- [Exercise aim] Filter this data down to the lines that hold "canvas", and copy them.
□ □ □
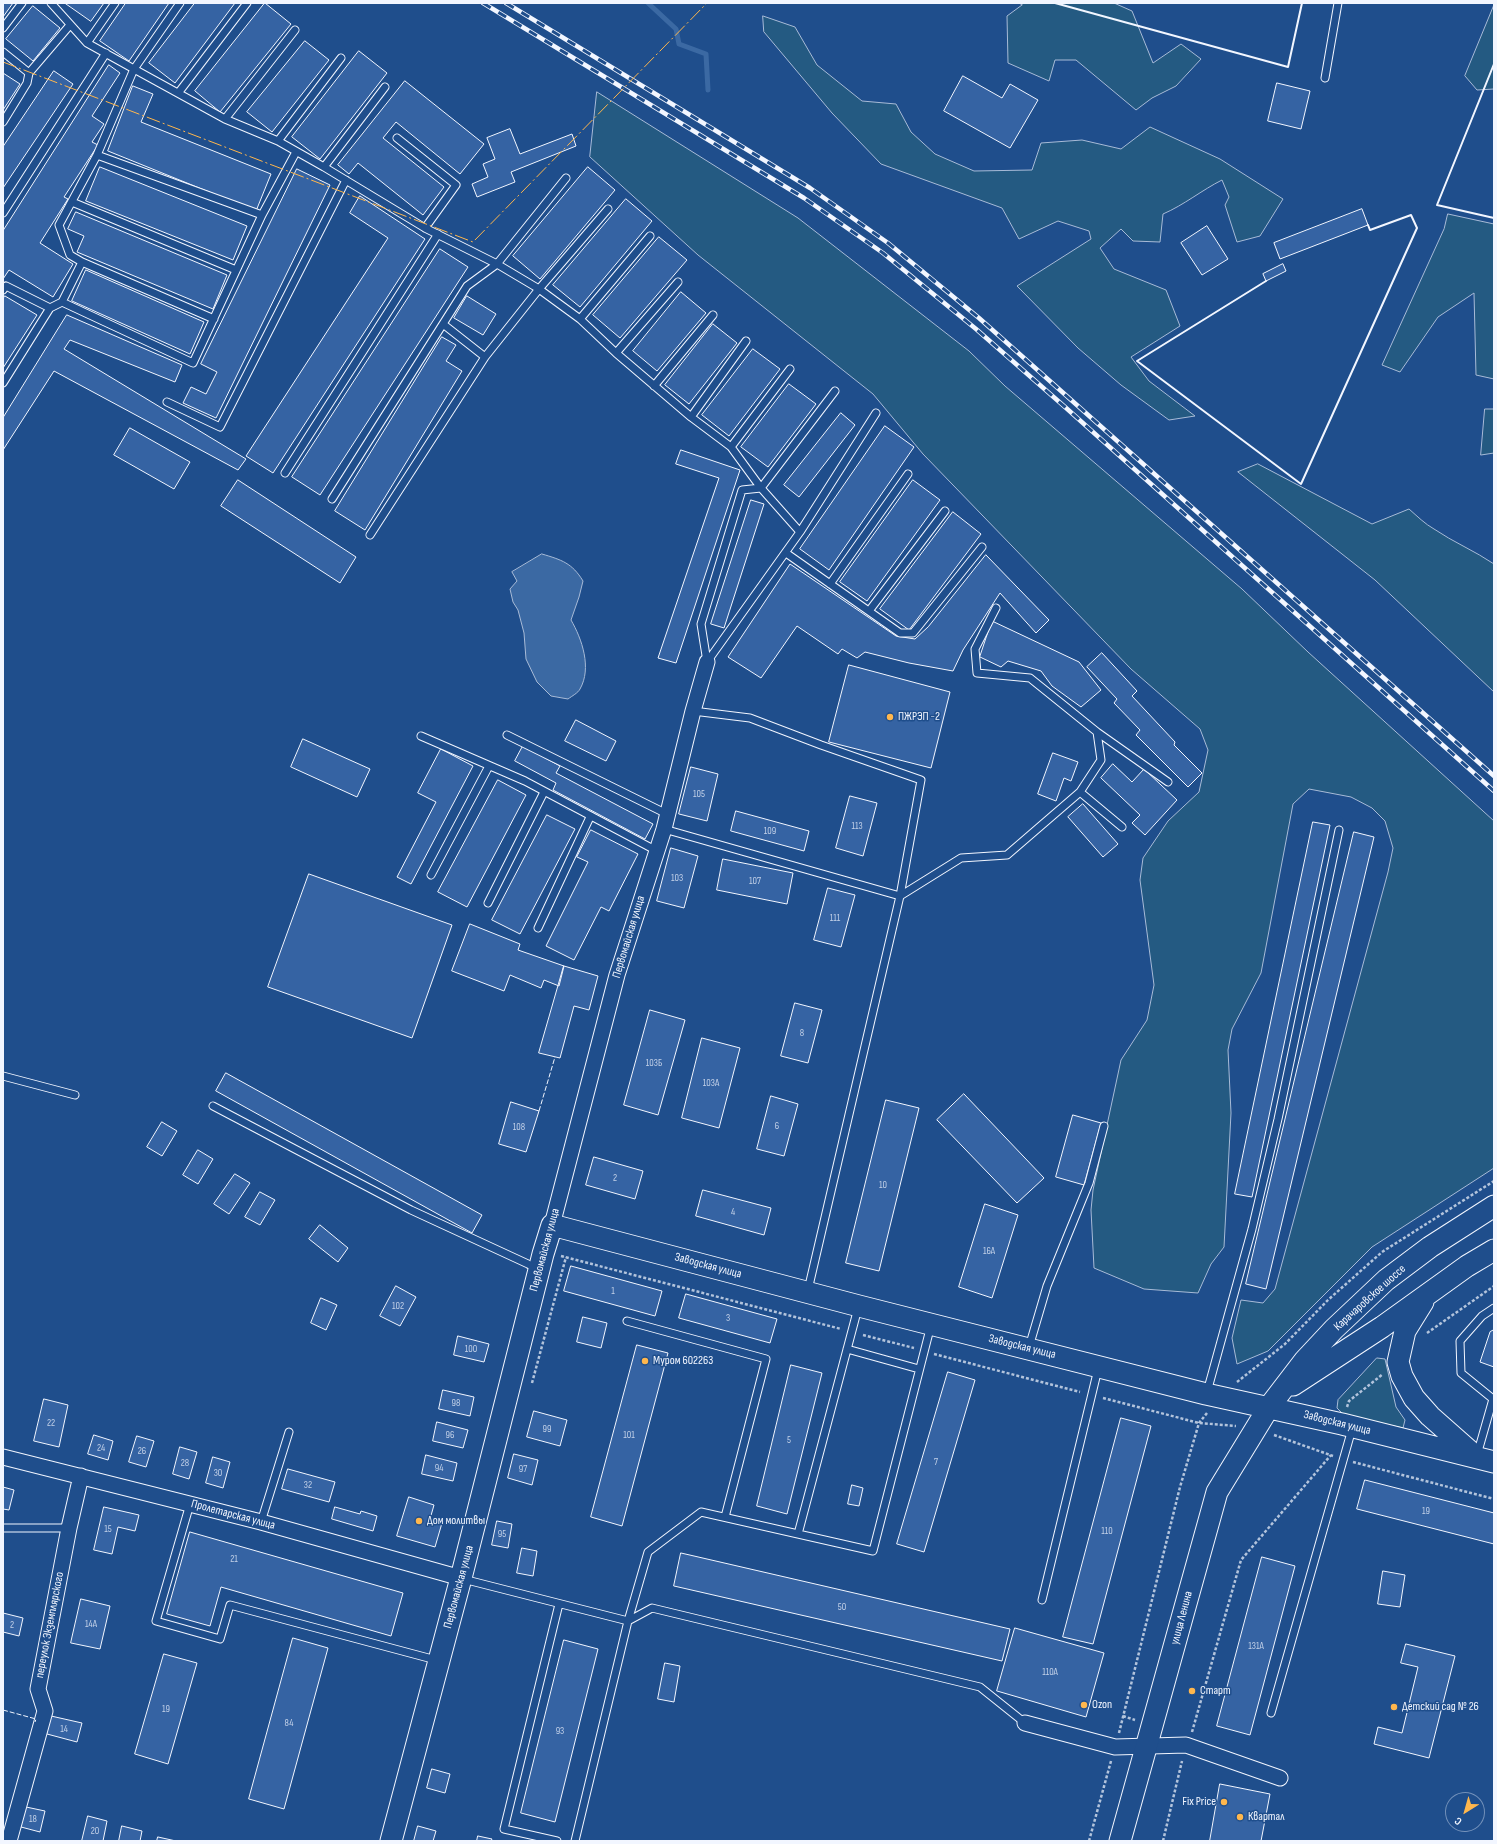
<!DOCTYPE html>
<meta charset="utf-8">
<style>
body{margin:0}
#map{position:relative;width:1497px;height:1844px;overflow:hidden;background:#1f4e8c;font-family:"Sofia Sans Condensed",sans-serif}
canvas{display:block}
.frame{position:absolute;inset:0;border:4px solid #f2f6ff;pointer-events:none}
.north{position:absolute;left:1445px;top:1792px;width:40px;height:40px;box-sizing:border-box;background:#1f4e8c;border:1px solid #7391ba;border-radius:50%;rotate:217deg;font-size:11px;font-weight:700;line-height:16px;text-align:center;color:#f2f6ff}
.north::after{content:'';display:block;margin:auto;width:14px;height:18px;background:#ffb74d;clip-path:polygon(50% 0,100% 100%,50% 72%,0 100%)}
</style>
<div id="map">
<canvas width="1497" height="1844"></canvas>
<div class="frame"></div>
<div class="north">С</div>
</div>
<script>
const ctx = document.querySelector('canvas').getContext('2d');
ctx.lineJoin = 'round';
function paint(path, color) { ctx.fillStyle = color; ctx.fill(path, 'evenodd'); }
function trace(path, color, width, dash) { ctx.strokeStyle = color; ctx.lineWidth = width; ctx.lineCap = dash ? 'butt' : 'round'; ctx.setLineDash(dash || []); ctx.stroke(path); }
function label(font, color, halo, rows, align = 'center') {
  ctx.font = font + ' "Sofia Sans Condensed",sans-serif'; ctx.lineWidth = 3; ctx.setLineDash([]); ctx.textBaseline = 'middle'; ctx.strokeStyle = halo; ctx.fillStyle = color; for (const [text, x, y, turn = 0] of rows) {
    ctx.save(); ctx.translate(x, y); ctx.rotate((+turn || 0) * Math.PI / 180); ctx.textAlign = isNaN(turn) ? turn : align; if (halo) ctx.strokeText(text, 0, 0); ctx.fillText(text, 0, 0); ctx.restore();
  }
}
const green = new Path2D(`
 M1019,3H1114L1132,11L1153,63L1181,44L1201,59L1176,86L1152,98L1136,110L1076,60H1055L1049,81L1008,63L1007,16L1022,5Z
 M1494,5V89L1477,90L1465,76Z
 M763,16L795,27L817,65L862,101L896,104L911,132L935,154L974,171L1032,170L1041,143L1082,140L1121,149L1150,127L1220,159L1283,199L1260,236L1237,242L1225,205L1229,197L1222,180C1202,190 1184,205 1163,214L1160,242L1133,241L1121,229L1100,248L1114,269L1166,290L1180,326L1131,357L1149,381L1195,416L1169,420L1121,385L1078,348L1017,286L1091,239L1089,231L1058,221L1019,239L1002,208L881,164L832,113L764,32Z
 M597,92L798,218L969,351L1005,386L1242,589L1308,652L1494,821V1168L1372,1247L1268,1351L1237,1364L1232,1338L1241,1300L1263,1303L1275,1289L1388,872L1393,848L1385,821L1372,808L1351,797L1309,789L1293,804L1261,973L1232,1029L1228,1050L1231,1113L1224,1247L1211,1264L1198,1293L1144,1289L1094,1268L1091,1210L1093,1190L1121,1060L1147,1020L1154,985L1140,880L1143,858L1168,821L1199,792L1208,750L1200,729L1131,669L923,454L873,394L698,255L590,157Z
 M1448,214L1494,224V379L1476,375L1474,293L1438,317L1400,372L1382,365L1444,229Z
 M1485,409H1494V453L1481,455Z
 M1258,464L1372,524L1409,509C1417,516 1425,524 1434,529C1453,542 1475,551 1494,564V692L1375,580L1238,472Z
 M1377,1358L1385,1359L1396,1407L1405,1420L1403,1428L1344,1415L1337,1408L1338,1400Z`);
paint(green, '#245a82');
trace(green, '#a8bbd7', 1);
const water = new Path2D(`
 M542,554C562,560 572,563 583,581L579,597L571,620C582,639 592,668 580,689C578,693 572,696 568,699L551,696L537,682L526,659L524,633L518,610L513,602L510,589L517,581L512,572Z`);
paint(water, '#3b69a3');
trace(water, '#a8bbd7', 1);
trace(new Path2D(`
 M648,3L676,29L679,44L706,54L708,90`), '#3b69a3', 5);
const building = new Path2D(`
 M3,3H13L3,17Z
 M65,3H104L91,21Z
 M126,3H169L129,61L100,41Z
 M195,3H235L175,83L149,63Z
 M265,3L291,24L220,112L195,91Z
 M33,6L60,28L33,61L6,39Z
 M305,41L329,60L272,132L247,112Z
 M359,51L387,73L320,159L292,137Z
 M109,65L120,73L92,116L104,124L92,142L98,145L64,197L68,199L40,243L73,264L53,297L9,270L3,279V231Z
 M54,71L73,84L3,188V147Z
 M3,73L20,84L3,110Z
 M963,76L1002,98L1010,84L1038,100L1010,148L944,111Z
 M405,81L484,144L460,174L396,122L383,138L444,187L423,215L358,163L349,174L338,165Z
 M1277,83L1310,91L1301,129L1268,121Z
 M133,86L153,94L141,122L271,174L256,211L108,151Z
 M510,129L520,154L572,134L576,146L511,172L515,182L477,197L472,184L488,177L483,164L495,159L487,138Z
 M100,167L247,226L233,260L86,201Z
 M588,167L615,190L540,279L513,256Z
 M297,169L330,185L216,418L183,403L191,387L206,394L217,372L201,364Z
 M360,196L425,239L273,473L246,456L388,238L350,213Z
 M626,199L652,221L580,307L553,285Z
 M1362,209L1368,225L1280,259L1274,243Z
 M76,212L227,275L213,309L77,252L84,236L68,229Z
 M1207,226L1228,259L1202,275L1181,243Z
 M659,237L687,260L620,338L593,315Z
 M440,249L468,267L320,495L292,477Z
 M1283,264L1286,271L1266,281L1263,274Z
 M86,270L204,322L190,354L72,301Z
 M681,292L706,313L657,371L633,351Z
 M5,296L37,315L3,368V299Z
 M467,296L496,314L483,335L454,318Z
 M67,315L182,365L175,382L70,340L64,349L246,459L238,470L54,371L3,450V418Z
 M713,324L737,343L689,404L665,385Z
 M442,337L456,345L446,361L462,371L365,530L335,511Z
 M753,349L780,369L729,436L702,415Z
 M789,384L816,404L768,467L741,447Z
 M841,413L855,425L799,497L784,485Z
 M885,426L914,447L829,570L800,549Z
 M130,428L190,462L174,489L114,455Z
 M681,450L740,470L676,663L658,658L719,478L676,464Z
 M238,480L356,557L340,583L221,506Z
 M913,480L940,500L867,601L840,582Z
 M751,500L764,504L724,628L711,624Z
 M953,512L981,534L909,630L880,609Z
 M986,555L1049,620L1036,633L1000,593L963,650L953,671L909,663L865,652L857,658L842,649L838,654L797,626L761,678L728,657L790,564L896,636L915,639L928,627Z
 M992,621L1079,662L1101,690L1081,707L1052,686L1041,671L1008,661L1001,667L980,657Z
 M1102,653L1137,691L1132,696L1175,742L1174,745L1202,773L1188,787L1136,735L1140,730L1114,703L1117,699L1087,667Z
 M849,665L950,692L931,768L829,742Z
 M576,720L616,741L606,761L565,741Z
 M303,739L370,769L357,797L291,767Z
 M523,746L560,766L556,773L653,824L645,839L553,790L556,783L515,761Z
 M441,749L473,766L411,884L397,877L436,802L418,793Z
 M1053,753L1078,762L1071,781L1064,778L1056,801L1038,794Z
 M1113,764L1132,782L1144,769L1177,800L1145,835L1132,823L1140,815L1101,778Z
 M691,767L718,774L707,821L679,814Z
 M498,780L526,795L467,907L438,892Z
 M850,796L877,803L863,856L836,848Z
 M1083,804L1118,844L1103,857L1068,817Z
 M736,811L809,831L804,851L731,831Z
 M547,815L575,829L520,934L492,920Z
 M1313,822L1330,825L1252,1197L1235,1194Z
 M591,830L638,854L609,911L601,907L574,960L546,946L588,862L577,857Z
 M1354,832L1374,837L1266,1289L1246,1284Z
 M671,848L698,856L684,908L657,901Z
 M723,859L793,873L787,904L717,890Z
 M309,874L452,925L412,1038L268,987Z
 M828,888L855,895L841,947L814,940Z
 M470,924L520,944L518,950L564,966L559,986L544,980L541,988L510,975L504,991L452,971Z
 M564,966L598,976L589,1010L574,1006L560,1058L539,1053Z
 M795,1003L822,1010L808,1063L781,1056Z
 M650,1010L685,1020L658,1115L624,1105Z
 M702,1038L740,1048L719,1128L682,1118Z
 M226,1073L482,1215L472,1233L216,1091Z
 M964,1094L1044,1178L1017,1203L937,1120Z
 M771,1096L798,1104L784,1156L757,1149Z
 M886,1100L919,1108L879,1271L846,1263Z
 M511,1102L539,1111L526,1152L499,1144Z
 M1073,1115L1101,1123L1084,1185L1056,1177Z
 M162,1122L177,1131L162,1156L147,1147Z
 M198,1150L213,1159L198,1184L183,1175Z
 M594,1157L643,1171L635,1199L586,1185Z
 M235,1174L250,1183L229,1214L214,1204Z
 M703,1190L771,1208L764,1235L696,1216Z
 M260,1192L275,1200L260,1225L245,1217Z
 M985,1204L1018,1215L992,1298L959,1287Z
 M320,1225L348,1248L338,1262L309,1239Z
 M571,1266L662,1291L655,1316L564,1291Z
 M396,1286L416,1297L400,1326L380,1316Z
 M686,1294L777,1319L770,1343L679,1318Z
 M321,1298L337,1305L326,1330L311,1323Z
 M583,1317L607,1323L601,1348L577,1342Z
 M1494,1330V1367L1480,1362L1490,1332Z
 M458,1336L489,1344L484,1362L454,1355Z
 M637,1345L668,1353L622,1526L591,1517Z
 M791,1365L822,1373L787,1514L757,1506Z
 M948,1372L975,1380L924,1552L897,1544Z
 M443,1390L474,1397L470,1416L439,1409Z
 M44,1399L68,1405L59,1447L34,1441Z
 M534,1411L567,1420L560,1446L527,1437Z
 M1121,1418L1151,1426L1093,1644L1063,1637Z
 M437,1422L468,1430L463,1448L433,1441Z
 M94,1435L113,1441L108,1460L88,1454Z
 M137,1436L154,1441L146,1467L129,1462Z
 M180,1447L197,1452L189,1479L173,1474Z
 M514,1454L538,1460L532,1485L508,1478Z
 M426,1455L457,1463L453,1481L422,1474Z
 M213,1457L230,1462L223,1488L206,1483Z
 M288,1469L335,1482L329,1502L282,1489Z
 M1365,1480L1494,1513V1544L1357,1509Z
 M852,1485L863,1488L859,1506L848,1504Z
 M3,1487L14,1490L9,1510L3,1509Z
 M409,1497L434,1505L430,1519L442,1523L435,1547L397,1536Z
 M104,1507L139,1515L135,1531L118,1527L112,1554L94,1550Z
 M335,1507L360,1514L361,1511L377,1516L373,1531L332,1519Z
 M497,1521L512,1524L508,1548L492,1545Z
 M190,1532L403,1593L391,1636L221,1587L210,1626L167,1614Z
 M522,1548L537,1551L533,1576L517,1573Z
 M681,1553L1010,1629L1002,1661L674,1586Z
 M1262,1557L1295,1566L1250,1735L1217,1726Z
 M1383,1571L1405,1575L1400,1607L1378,1604Z
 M81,1599L110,1606L100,1649L71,1643Z
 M3,1613L23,1618L19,1636L3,1632Z
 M1015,1628L1104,1653L1086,1717L997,1691Z
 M293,1638L328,1648L284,1809L249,1799Z
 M564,1640L598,1649L555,1822L521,1813Z
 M1406,1644L1455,1656L1429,1758L1374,1744L1378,1727L1402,1733L1418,1667L1401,1663Z
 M164,1654L197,1663L168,1764L135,1754Z
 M665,1663L680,1666L674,1702L658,1699Z
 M51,1716L82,1723L77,1742L47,1734Z
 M432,1769L450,1774L445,1793L427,1788Z
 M1220,1784L1270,1794L1261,1841H1210Z
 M26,1807L45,1811L40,1832L21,1827Z
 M88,1816L107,1821L103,1841H82Z
 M122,1826L142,1831L140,1841H119Z
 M418,1826L436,1831L433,1841H414Z
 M478,1836L492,1839L491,1841H477Z
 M158,1837L176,1841H157Z`);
paint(building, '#3563a3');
trace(building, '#f2f6ff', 1);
const lane = new Path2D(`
 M51,3L87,43L134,69L180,3
 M3,28L22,3
 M87,43L115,3
 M3,52L29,73L70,25
 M1325,78L1338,3
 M179,92L247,3
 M225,119L295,30
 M3,122L27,83L29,73
 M397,138L456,185L425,228
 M278,141L341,58
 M296,152L262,215L97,155L134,69L225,119L278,141L324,167L425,228L497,264L539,289L580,319L616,353L691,417L731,447L761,488L800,532L707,662
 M324,167L385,87
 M72,202L236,270
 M3,213L106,53
 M82,262L214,319
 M3,290L6,286L50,308
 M62,302L193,363L262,215
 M580,319L650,236
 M443,324L485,357L539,289L608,209
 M616,353L678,282
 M3,383L50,308L62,302L82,262L70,255L59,225L97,155
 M654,386L713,315
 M167,402L220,427L346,180
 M691,417L746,341
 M731,447L790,369
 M285,473L438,234
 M332,499L467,286L497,264L566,178
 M800,532L876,413
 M370,535L485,357
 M786,553L900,633H913L982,547
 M830,584L908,474
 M869,611L945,511
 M707,662L701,624L742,490L761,488L835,391
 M693,711L750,718L821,745L921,780L900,896
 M1097,732L1168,782
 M507,735L667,814
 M421,736L525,781L657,851
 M1080,792L1122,827
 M664,829L900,896L808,1290
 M431,875L489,766
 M900,896L961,858L1007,855L1080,792L1101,760L1097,732L1030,678L977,673L975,649L996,608
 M488,903L544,792
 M538,928L590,817
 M3,1076L75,1095
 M213,1106L411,1210L528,1264L537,1269
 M627,1321L766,1359L725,1517
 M1029,1347L1047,1286L1089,1183L1104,1126
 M847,1349L919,1369
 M1207,1392L1252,1229L1278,1119L1339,830
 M1477,1455L1493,1399L1461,1373L1460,1341L1482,1316L1494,1308
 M190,1504L156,1621L220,1639L230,1605L436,1660
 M261,1522L289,1432
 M3,1528H69
 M798,1534L858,1308
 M463,1579L628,1621L652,1608L980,1687L1025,1723
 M1042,1600L1098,1369
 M1271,1713L1352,1429
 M557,1841L504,1829L559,1604
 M575,1841L628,1621L648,1552L701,1512L873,1551L931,1325`);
const street = new Path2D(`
 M552,1225L617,975L664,829L693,711L707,662
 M3,1457L261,1522L461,1578
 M1025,1723L1115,1747L1186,1745L1280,1778
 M9,1841L45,1711L38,1689L69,1528L81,1476`);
const secondary = new Path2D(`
 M1423,1302L1405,1331L1398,1362L1402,1376L1414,1398L1430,1416L1473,1454
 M1293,1385L1382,1327L1467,1266L1494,1250
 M391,1841L461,1578L543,1254L552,1225L859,1306L1206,1394L1342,1424L1494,1462
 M1120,1841L1217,1492L1269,1407L1305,1360L1334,1329L1386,1280L1430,1247L1494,1206`);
trace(lane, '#f2f6ff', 9);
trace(street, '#f2f6ff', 17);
trace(secondary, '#f2f6ff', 23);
trace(new Path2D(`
 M561,1256L841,1329
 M1427,1333L1494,1286
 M863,1335L914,1348
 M934,1354L1080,1392
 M1237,1382L1285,1344L1328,1300L1382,1252L1494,1181
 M532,1383L566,1257
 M1103,1398L1199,1423L1236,1426
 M1347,1407L1349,1401L1383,1374
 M1274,1435L1333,1456
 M1353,1462L1494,1499
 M1123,1716L1135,1720
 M1192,1732L1241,1560L1331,1455
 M1119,1733L1180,1487L1199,1423L1207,1413
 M1089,1841L1111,1761
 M1163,1841L1182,1761`), '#b3c4dc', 2.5, [3, 2]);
trace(lane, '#1f4e8c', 7);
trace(street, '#1f4e8c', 15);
trace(secondary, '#1f4e8c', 21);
const rail = new Path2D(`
 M483,3L804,198L883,253L976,329L1065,407L1494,791
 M506,3L810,188L888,243L979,318L1494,776`);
trace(rail, '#f2f6ff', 4.5);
trace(rail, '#1f4e8c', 3, [9]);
trace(new Path2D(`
 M539,1111L555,1057
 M3,1710L36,1719L35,1722`), '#f2f6ff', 1, [5, 2]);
trace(new Path2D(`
 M1055,3L1288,67L1302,3
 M1494,64L1437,205L1494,218
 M1266,281L1137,361L1301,484L1417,228L1411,215L1370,230L1368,225`), '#f2f6ff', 2);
trace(new Path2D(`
 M3,62L473,242L707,3`), '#ffb74d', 1, [14, 3, 2, 3]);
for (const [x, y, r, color] of [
 [890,717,4,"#ffb74d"],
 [645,1361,4,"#ffb74d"],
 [419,1521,4,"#ffb74d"],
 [1192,1691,4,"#ffb74d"],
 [1084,1705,4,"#ffb74d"],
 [1394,1707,4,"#ffb74d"],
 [1224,1802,4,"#ffb74d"],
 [1240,1817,4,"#ffb74d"]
]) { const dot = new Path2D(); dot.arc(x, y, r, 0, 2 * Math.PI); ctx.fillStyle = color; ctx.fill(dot); trace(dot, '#1f4e8c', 1.5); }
label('10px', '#c3d1e8', null, [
 ["105",699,794],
 ["113",857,826],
 ["109",770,831],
 ["103",677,878],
 ["107",755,881],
 ["111",835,918],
 ["8",802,1033],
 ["103Б",654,1063],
 ["103А",711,1083],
 ["6",777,1126],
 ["108",519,1127],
 ["2",615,1178],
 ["10",883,1185],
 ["4",733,1212],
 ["16А",989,1251],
 ["1",613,1291],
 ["102",398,1306],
 ["3",728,1318],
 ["100",471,1349],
 ["98",456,1403],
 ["22",51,1423],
 ["99",547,1429],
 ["96",450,1435],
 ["101",629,1435],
 ["5",789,1440],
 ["24",101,1448],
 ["26",142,1451],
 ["7",936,1462],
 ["28",185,1463],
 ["94",439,1468],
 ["97",523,1469],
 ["30",218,1473],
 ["32",308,1485],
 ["19",1426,1511],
 ["15",108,1529],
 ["110",1107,1531],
 ["95",502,1534],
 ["21",234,1559],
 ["50",842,1607],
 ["14А",91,1624],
 ["2",12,1625],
 ["131А",1256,1646],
 ["110А",1050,1672],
 ["19",166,1709],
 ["84",289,1723],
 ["14",64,1729],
 ["93",560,1731],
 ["18",33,1819],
 ["20",95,1831]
]);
label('12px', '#f2f6ff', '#1f4e8c', [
 ["ПЖРЭП -2",898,717],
 ["Муром 602263",653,1361],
 ["Дом молитвы",427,1521],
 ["Старт",1200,1691],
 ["Ozon",1092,1705],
 ["Детский сад № 26",1402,1707],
 ["Fix Price",1216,1802,"right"],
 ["Квартал",1248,1817]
], 'left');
label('12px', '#f2f6ff', '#1f4e8c', [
 ["Первомайская улица",629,937,-73],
 ["Первомайская улица",545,1250,-75],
 ["Заводская улица",708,1266,15],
 ["Карачаровское шоссе",1370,1298,-42],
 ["Заводская улица",1022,1347,14],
 ["Заводская улица",1337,1423,14],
 ["Пролетарская улица",233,1515,15],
 ["Первомайская улица",459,1587,-75],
 ["улица Ленина",1182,1618,-75],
 ["переулок Экземплярского",50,1625,-79]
]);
</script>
□ □ □
- [Answer to this exercise]
canvas{display:block}
<canvas width="1497" height="1844"></canvas>
const ctx = document.querySelector('canvas').getContext('2d');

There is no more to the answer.